D’autres règles, non inscrites, mais prises tout de même en compte, sont déterminantes pour l’élection, comme par exemple, le poids. En effet, difficile de trouver une Miss dépassant la taille 38 et les courbes des candidates potentielles, comme le cite un magazine français, font plus dans l’anguleux que dans l’arrondi. En sachant qu’en moyenne, la femme française mesure 1m62 pour environ 63 kilos, on est donc loin d’une représentation caricaturale.

Les Français votent pour une femme comme on élirait un produit de supermarché.
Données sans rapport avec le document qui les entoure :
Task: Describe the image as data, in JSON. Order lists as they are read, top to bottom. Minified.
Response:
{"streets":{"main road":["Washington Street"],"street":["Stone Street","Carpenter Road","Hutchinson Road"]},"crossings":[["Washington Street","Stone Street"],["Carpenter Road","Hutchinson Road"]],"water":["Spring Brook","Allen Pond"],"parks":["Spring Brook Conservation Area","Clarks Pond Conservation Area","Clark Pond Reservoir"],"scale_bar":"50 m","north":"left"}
Miss France reléguée alors au rang de « femme-objet » ? La question ne semble pas si étrange puisque la femme élue se prêtera, lors de son mandat d’un an, à toutes sortes d’opérations de publicités et de marketing.
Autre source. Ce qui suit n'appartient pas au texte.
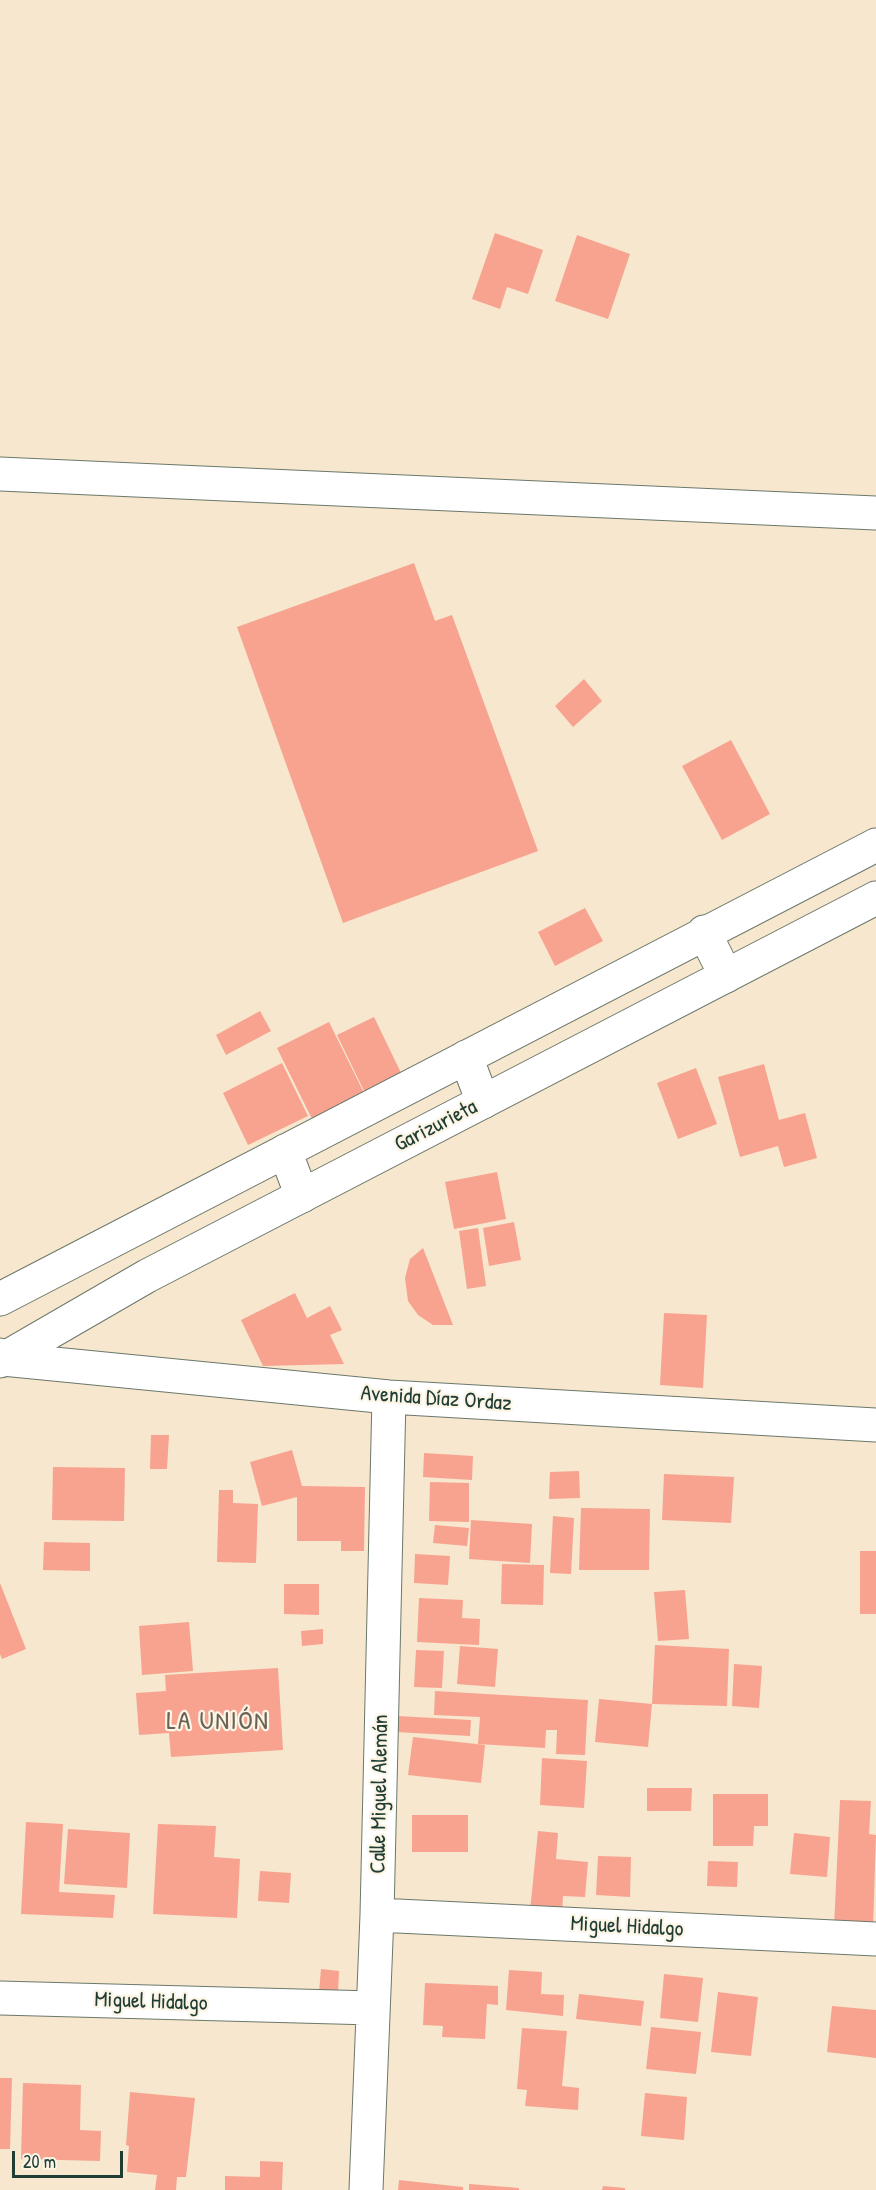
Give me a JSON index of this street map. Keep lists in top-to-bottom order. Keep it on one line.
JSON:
{"streets":{"street":["Garizurieta","Avenida Díaz Ordaz","Calle Miguel Alemán","Miguel Hidalgo"]},"crossings":[["Garizurieta","Avenida Díaz Ordaz"],["Avenida Díaz Ordaz","Calle Miguel Alemán"],["Calle Miguel Alemán","Miguel Hidalgo"]],"districts":["LA UNIÓN"],"scale_bar":"20 m"}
Autre détail caustique de la soirée, les Miss candidates doivent pouvoir se montrer « altruistes, tolérantes, optimistes et bienveillantes ». Une demande plutôt ironique lorsque l’on sait que le programme même repose sur une totale intolérance.

Ayant moi-même regardé ce concours hier soir, plusieurs questions me sont venues. Pourquoi, par exemple, n’existe-t-il pas une élection de Mister France en direct à 20h50 un samedi soir sur TF1 ? Pourquoi la chaîne la plus regardée de France ne diffuse-t-elle que les matchs de football masculins et les défilés féminins en bikini et robes courtes ?

Si Miss France est censée représenter « la plus belle femme de France », ce concours n’est-il pas purement subjectif ? La beauté française doit-elle obligatoirement mesurer 1m80, avoir des dents blanches parfaitement alignées et un ventre extrêmement plat ? Bien sûr que toutes ces candidates sont magnifiques, mais elles ne représentent toutes qu’un seul type de beauté. Et les autres ?

Dans un monde où des jeunes filles, jeunes femmes, femmes, souffrent terriblement du regard des autres, d’une part, mais entendent, d’autre part, qu’il faut pouvoir s’aimer et s’accepter tels que nous sommes, je me demande quelle est leur réaction devant ce type de programme puisqu’elles ne correspondent pas aux critères de beauté que la société nous inflige depuis des années ? Comment leur faire comprendre que cette image qu’on leur renvoie ne correspond en rien à la femme « lambda » ?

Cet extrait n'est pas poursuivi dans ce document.